### Your instructions:
Pull every line containing the word "Sandträgerweg" from the records.

### Collected data:
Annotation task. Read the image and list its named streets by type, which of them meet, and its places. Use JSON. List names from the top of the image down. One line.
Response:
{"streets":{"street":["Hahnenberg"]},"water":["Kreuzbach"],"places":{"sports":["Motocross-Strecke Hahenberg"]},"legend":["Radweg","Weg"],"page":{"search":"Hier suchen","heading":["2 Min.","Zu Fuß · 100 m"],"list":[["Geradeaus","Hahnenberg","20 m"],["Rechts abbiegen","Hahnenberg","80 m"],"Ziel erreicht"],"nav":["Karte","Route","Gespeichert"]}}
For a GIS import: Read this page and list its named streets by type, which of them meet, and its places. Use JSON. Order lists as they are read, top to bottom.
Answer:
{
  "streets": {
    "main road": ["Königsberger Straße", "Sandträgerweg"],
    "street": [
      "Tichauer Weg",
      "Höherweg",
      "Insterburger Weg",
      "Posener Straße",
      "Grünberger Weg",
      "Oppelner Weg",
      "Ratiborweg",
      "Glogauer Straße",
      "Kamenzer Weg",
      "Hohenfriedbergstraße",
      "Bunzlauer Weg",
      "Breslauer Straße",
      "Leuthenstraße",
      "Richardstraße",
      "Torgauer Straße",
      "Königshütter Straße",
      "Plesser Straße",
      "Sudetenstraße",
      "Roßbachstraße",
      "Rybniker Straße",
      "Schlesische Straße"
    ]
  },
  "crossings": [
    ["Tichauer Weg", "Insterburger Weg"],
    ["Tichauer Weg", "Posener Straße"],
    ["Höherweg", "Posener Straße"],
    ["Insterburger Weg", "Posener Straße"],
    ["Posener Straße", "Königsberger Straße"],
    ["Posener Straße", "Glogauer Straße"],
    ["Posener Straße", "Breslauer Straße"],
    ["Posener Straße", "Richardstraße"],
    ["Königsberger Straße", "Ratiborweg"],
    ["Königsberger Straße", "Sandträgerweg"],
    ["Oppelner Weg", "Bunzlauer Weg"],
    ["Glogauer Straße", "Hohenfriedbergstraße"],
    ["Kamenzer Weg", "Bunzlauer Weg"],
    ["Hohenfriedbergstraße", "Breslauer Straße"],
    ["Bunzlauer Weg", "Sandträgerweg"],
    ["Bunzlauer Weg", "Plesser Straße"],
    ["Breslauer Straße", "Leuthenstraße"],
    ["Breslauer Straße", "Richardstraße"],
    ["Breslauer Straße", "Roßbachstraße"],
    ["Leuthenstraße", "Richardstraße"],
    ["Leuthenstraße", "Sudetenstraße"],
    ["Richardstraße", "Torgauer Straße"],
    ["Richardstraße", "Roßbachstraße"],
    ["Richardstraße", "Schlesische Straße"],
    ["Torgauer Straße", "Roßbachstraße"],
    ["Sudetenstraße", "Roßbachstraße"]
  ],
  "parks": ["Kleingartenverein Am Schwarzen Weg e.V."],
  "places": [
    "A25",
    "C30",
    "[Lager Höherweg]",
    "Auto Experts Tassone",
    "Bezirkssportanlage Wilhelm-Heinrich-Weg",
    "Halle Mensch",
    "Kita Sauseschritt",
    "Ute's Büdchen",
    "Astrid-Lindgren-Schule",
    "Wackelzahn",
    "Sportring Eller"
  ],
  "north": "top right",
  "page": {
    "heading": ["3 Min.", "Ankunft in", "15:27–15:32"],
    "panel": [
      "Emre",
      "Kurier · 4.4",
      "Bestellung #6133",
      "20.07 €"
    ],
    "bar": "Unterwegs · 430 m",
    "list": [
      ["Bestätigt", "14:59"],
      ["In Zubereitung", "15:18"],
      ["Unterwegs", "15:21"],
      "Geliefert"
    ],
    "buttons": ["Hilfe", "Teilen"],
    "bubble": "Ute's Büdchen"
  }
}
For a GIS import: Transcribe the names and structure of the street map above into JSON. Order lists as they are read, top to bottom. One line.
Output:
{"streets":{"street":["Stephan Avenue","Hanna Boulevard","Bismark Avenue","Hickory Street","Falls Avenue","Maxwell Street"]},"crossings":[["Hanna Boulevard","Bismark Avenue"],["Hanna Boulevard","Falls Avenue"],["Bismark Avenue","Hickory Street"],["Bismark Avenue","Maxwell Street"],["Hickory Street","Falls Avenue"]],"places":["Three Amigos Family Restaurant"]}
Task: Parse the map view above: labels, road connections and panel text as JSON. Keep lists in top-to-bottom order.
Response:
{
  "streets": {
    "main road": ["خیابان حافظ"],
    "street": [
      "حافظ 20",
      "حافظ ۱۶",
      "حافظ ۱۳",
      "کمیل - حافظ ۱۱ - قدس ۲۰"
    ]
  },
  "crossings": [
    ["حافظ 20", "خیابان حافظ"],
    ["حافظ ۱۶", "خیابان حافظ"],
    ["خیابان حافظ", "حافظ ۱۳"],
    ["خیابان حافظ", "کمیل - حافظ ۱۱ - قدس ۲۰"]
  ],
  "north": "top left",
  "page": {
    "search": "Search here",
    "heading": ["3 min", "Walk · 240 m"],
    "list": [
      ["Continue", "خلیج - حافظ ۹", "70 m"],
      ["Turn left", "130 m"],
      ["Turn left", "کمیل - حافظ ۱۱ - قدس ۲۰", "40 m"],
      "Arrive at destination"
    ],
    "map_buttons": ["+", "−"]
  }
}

### Written response:
    "main road": ["Königsberger Straße", "Sandträgerweg"],
    ["Königsberger Straße", "Sandträgerweg"],
    ["Bunzlauer Weg", "Sandträgerweg"],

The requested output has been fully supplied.